:: Data shown

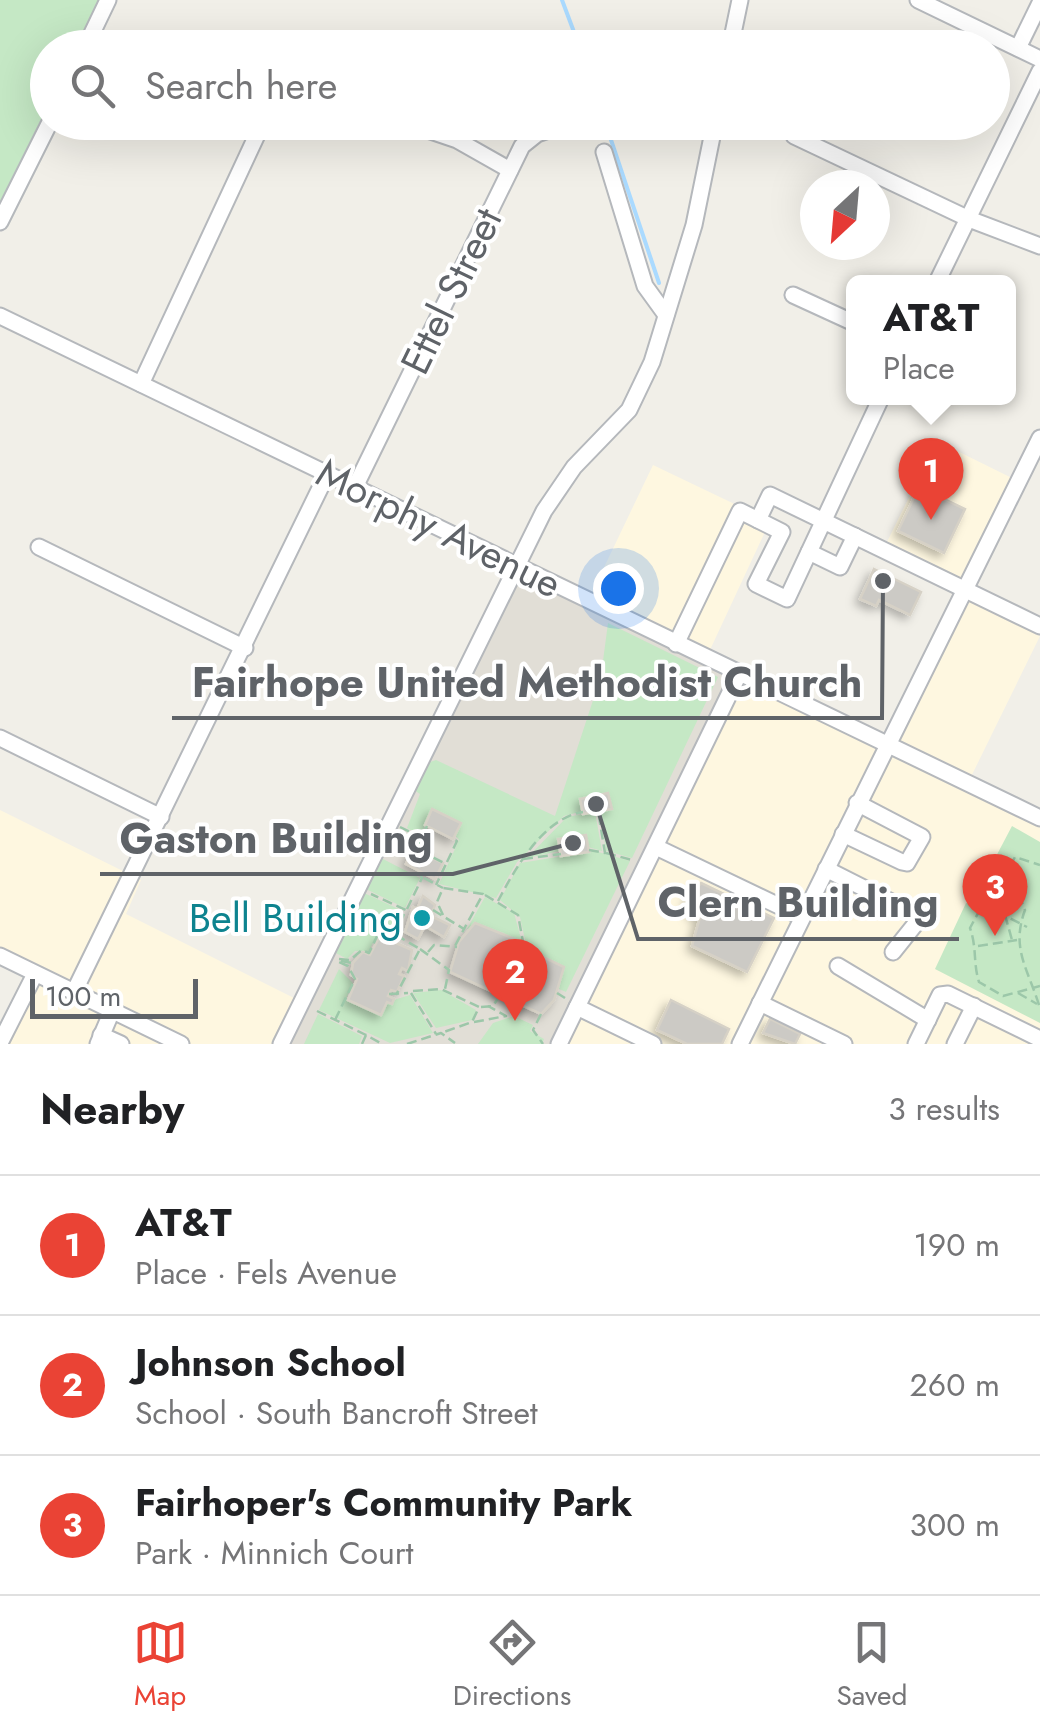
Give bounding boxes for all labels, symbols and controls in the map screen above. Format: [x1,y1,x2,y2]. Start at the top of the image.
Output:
search box [30,30,1010,140]
icon: search [65,58,120,113]
text: Search here [145,58,337,113]
north arrow [800,170,890,260]
street label: Ettel Street [386,198,516,384]
popup [846,275,1016,405]
text: AT&T [883,290,979,345]
text: Place [883,345,955,391]
pin: 1 [898,438,964,520]
street label: Morphy Avenue [307,444,571,612]
your location [593,563,644,614]
callout: Fairhope United Methodist Church [172,646,882,718]
text: Fairhope United Methodist Church [192,652,862,713]
callout: Gaston Building [100,802,453,874]
text: Gaston Building [119,808,433,869]
pin: 3 [962,854,1028,936]
callout: Clern Building [638,867,959,939]
text: Clern Building [657,872,939,933]
place label: Bell Building [189,889,402,947]
marker: Bell Building [411,907,433,929]
pin: 2 [482,938,548,1021]
scale bar [30,974,198,1018]
text: 100 m [45,976,121,1017]
text: Nearby [40,1079,184,1140]
text: 3 results [888,1086,1000,1132]
text: AT&T [135,1195,231,1250]
text: 1 [64,1222,81,1268]
text: 190 m [913,1222,1000,1268]
text: Place · Fels Avenue [135,1250,397,1296]
text: Johnson School [135,1335,406,1390]
text: 2 [62,1362,83,1408]
text: 260 m [910,1362,1000,1408]
text: School · South Bancroft Street [135,1390,538,1436]
text: Fairhoper's Community Park [135,1475,632,1530]
text: 3 [63,1502,82,1548]
text: 300 m [910,1502,1000,1548]
text: Park · Minnich Court [135,1530,414,1576]
tab: Map [133,1615,188,1716]
tab: Directions [453,1615,571,1716]
tab: Saved [836,1615,907,1716]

::::

_Task goal_:
Transcribe the full listing above exactly, with the images removed.

_Finished exercise_:
Give bounding boxes for all labels, symbols and controls in the map screen above. Format: [x1,y1,x2,y2]. Start at the top of the image.
Output:
search box [30,30,1010,140]
icon: search [65,58,120,113]
text: Search here [145,58,337,113]
north arrow [800,170,890,260]
street label: Ettel Street [386,198,516,384]
popup [846,275,1016,405]
text: AT&T [883,290,979,345]
text: Place [883,345,955,391]
pin: 1 [898,438,964,520]
street label: Morphy Avenue [307,444,571,612]
your location [593,563,644,614]
callout: Fairhope United Methodist Church [172,646,882,718]
text: Fairhope United Methodist Church [192,652,862,713]
callout: Gaston Building [100,802,453,874]
text: Gaston Building [119,808,433,869]
pin: 3 [962,854,1028,936]
callout: Clern Building [638,867,959,939]
text: Clern Building [657,872,939,933]
place label: Bell Building [189,889,402,947]
marker: Bell Building [411,907,433,929]
pin: 2 [482,938,548,1021]
scale bar [30,974,198,1018]
text: 100 m [45,976,121,1017]
text: Nearby [40,1079,184,1140]
text: 3 results [888,1086,1000,1132]
text: AT&T [135,1195,231,1250]
text: 1 [64,1222,81,1268]
text: 190 m [913,1222,1000,1268]
text: Place · Fels Avenue [135,1250,397,1296]
text: Johnson School [135,1335,406,1390]
text: 2 [62,1362,83,1408]
text: 260 m [910,1362,1000,1408]
text: School · South Bancroft Street [135,1390,538,1436]
text: Fairhoper's Community Park [135,1475,632,1530]
text: 3 [63,1502,82,1548]
text: 300 m [910,1502,1000,1548]
text: Park · Minnich Court [135,1530,414,1576]
tab: Map [133,1615,188,1716]
tab: Directions [453,1615,571,1716]
tab: Saved [836,1615,907,1716]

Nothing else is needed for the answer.